What I've found with Clare is that if she's screaming, there's some sort of reason and it's usually pretty easy to figure it out. It gets harder nowadays since she's a toddler with more complex needs/wants than a baby, but even so, it's a matter of working through the possibilities, which are finite.
See, you knew what the issue with this kid was--and you knew the problem was not that you didn't know what was wrong but that you were the wrong person to fix it, and that's not your fault.
Brent and I used to have what we called "childless moments" for years before we had Clare. Once I got pregnant I assumed they would stop, but I think I was about 5 or 6 months along when we saw this horrible kid totally tyrannizing his whole table at a restaurant while his parents flitted about helplessly...and as I thought "childless moment" and started to lean forward to share the thought with Brent my big ol; belly bumped the table and I thought, oh shit. I'm not allowed to have those any more, now what???
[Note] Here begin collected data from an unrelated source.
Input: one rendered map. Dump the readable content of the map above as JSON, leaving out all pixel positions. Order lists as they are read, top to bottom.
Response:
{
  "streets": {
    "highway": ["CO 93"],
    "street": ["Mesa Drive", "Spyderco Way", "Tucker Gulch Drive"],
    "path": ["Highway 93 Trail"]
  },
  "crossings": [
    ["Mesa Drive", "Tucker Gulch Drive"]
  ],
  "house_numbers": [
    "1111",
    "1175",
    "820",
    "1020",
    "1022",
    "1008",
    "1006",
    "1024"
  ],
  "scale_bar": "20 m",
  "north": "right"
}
Finally...you know your body better than anyone else. You're not a medical object and hurrah for not allowing yourself to be turned into one!
As the mother of an almost-12-year-old and a 7-year-old, I can assure you that it *is* different with your own kid.
Not that you won't have moments that you'll want to shake them, mind you. You WILL. That means you are human, not that you are a terrible mother.
Never forget that you can put them in a crib or other safe, contained space, and leave the room until you get control of your emotions. There were a number of times that I had to put my crying son safely in his room and close the door between us for a few minutes. Crying did not hurt him, and the breather it gave me was a lifesaver for both of us.
Yes, apparently my sis and mom both employed the "leave them in their crib" technique. Sis told me that if you put them in and take a shower, then you get the double benefit of not hearing the crying anymore AND getting a shower (which is relaxing and you probably haven't had one in days). And usually by the time shower's done, the baby is either asleep or has stopped crying. With this recent visitor I had nowhere safe to put her, so I was stuck, but that will definitely not be the case with our own one.
I'm one of those who has no idea what to do with other people's children, but seemed---somehow---to be pretty competent with my own.
So don't worry--you'll do fine. Especially now that you can eat again!